**TASK ITEM**
Take every line containing "font" out of the records.

────────

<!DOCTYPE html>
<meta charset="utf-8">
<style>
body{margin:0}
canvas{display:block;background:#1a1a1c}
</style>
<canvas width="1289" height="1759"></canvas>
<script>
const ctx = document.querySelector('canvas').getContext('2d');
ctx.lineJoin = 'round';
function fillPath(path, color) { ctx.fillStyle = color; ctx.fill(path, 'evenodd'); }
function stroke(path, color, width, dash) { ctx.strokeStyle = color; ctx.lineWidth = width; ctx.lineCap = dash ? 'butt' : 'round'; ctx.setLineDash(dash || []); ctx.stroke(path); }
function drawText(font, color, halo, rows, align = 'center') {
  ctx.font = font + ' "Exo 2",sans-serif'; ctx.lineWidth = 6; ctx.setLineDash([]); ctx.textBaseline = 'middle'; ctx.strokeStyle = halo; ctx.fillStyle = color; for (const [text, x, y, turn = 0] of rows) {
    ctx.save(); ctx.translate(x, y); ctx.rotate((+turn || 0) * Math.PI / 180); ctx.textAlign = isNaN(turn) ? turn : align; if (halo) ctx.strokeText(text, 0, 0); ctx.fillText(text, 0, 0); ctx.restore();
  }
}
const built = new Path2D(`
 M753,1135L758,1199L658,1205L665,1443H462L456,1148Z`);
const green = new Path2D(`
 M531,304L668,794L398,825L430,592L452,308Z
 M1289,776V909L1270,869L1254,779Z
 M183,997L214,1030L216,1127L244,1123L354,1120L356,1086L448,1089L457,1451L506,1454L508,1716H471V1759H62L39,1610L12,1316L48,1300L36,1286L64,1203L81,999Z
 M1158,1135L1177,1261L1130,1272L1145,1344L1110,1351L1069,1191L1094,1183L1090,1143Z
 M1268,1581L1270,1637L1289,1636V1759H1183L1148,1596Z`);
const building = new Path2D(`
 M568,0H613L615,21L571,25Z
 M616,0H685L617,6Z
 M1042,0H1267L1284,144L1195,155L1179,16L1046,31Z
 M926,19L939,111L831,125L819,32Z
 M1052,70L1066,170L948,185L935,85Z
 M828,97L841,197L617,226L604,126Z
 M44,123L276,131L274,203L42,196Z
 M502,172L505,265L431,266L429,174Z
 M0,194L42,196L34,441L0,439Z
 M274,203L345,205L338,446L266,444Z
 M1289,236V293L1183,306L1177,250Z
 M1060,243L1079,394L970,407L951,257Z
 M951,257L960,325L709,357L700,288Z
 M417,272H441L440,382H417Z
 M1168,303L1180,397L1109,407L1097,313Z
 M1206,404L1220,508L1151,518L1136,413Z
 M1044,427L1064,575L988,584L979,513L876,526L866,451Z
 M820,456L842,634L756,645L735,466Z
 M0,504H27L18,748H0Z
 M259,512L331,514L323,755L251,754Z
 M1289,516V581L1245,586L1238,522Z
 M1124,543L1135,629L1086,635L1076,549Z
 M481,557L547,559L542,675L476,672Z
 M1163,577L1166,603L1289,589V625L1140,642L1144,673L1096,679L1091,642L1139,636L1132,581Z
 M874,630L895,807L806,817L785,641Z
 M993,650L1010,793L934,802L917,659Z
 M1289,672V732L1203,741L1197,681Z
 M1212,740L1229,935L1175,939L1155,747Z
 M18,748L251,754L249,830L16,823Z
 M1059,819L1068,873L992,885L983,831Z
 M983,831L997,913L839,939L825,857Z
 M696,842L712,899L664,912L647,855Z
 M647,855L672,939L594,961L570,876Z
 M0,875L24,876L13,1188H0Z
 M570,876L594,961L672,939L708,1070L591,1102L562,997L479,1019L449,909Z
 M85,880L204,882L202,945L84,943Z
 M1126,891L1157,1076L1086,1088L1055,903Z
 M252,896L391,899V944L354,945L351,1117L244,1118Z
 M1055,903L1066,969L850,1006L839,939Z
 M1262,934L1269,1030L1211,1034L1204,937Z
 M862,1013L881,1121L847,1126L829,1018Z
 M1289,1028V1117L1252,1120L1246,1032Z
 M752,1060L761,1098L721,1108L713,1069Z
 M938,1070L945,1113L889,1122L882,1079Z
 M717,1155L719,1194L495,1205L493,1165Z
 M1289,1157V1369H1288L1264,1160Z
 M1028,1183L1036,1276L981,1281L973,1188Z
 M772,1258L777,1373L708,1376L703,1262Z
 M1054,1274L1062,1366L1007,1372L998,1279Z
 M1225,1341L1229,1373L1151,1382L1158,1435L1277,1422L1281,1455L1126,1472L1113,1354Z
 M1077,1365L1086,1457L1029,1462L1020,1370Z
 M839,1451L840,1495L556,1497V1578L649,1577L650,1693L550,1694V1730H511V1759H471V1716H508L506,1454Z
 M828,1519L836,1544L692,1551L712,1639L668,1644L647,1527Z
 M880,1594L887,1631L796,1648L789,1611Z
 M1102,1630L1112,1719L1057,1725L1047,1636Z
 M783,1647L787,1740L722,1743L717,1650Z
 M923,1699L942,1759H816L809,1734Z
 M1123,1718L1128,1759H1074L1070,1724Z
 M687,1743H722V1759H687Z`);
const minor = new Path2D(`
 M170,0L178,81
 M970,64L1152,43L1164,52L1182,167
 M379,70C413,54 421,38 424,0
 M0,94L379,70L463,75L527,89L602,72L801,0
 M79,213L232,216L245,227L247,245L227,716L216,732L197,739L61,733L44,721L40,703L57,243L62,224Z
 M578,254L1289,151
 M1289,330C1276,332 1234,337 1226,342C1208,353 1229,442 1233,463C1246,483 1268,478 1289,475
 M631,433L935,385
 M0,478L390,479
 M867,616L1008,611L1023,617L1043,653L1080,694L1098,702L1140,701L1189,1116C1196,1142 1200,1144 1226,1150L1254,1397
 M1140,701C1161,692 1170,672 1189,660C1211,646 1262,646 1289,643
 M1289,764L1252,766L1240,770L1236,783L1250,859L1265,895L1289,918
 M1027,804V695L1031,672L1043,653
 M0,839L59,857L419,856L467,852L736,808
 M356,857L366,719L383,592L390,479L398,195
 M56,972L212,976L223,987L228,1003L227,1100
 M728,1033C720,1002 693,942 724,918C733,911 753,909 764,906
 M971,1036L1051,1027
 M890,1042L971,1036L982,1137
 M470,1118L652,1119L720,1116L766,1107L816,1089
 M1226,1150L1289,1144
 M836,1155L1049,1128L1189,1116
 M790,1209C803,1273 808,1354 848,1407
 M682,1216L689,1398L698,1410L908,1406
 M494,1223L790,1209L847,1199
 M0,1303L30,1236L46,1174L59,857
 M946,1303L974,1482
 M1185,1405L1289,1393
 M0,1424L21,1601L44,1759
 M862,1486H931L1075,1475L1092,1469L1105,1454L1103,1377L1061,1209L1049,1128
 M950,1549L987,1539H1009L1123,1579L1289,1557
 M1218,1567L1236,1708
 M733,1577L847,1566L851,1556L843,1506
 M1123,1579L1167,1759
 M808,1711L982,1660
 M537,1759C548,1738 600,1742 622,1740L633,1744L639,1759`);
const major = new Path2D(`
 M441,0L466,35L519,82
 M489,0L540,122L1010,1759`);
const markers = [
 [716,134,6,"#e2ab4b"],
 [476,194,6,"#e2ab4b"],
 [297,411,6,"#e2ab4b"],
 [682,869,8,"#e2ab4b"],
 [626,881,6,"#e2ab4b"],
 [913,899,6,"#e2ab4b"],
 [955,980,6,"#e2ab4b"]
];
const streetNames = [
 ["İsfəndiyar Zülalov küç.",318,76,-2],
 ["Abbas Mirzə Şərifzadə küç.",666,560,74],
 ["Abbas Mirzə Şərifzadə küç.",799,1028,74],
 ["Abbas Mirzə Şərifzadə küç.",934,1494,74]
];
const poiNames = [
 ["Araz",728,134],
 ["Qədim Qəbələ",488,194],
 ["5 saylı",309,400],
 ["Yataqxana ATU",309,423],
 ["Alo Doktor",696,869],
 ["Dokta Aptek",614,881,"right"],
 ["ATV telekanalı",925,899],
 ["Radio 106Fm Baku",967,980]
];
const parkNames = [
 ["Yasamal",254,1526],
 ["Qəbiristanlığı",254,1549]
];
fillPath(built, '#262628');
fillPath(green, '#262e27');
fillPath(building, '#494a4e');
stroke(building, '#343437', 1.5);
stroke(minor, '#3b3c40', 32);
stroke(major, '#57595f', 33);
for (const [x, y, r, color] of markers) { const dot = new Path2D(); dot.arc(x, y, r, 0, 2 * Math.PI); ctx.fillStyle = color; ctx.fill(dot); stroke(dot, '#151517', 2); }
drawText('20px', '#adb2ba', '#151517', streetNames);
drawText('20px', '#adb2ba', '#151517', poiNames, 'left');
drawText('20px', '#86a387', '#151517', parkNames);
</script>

────────

**OUTPUT BELOW**
function drawText(font, color, halo, rows, align = 'center') {
  ctx.font = font + ' "Exo 2",sans-serif'; ctx.lineWidth = 6; ctx.setLineDash([]); ctx.textBaseline = 'middle'; ctx.strokeStyle = halo; ctx.fillStyle = color; for (const [text, x, y, turn = 0] of rows) {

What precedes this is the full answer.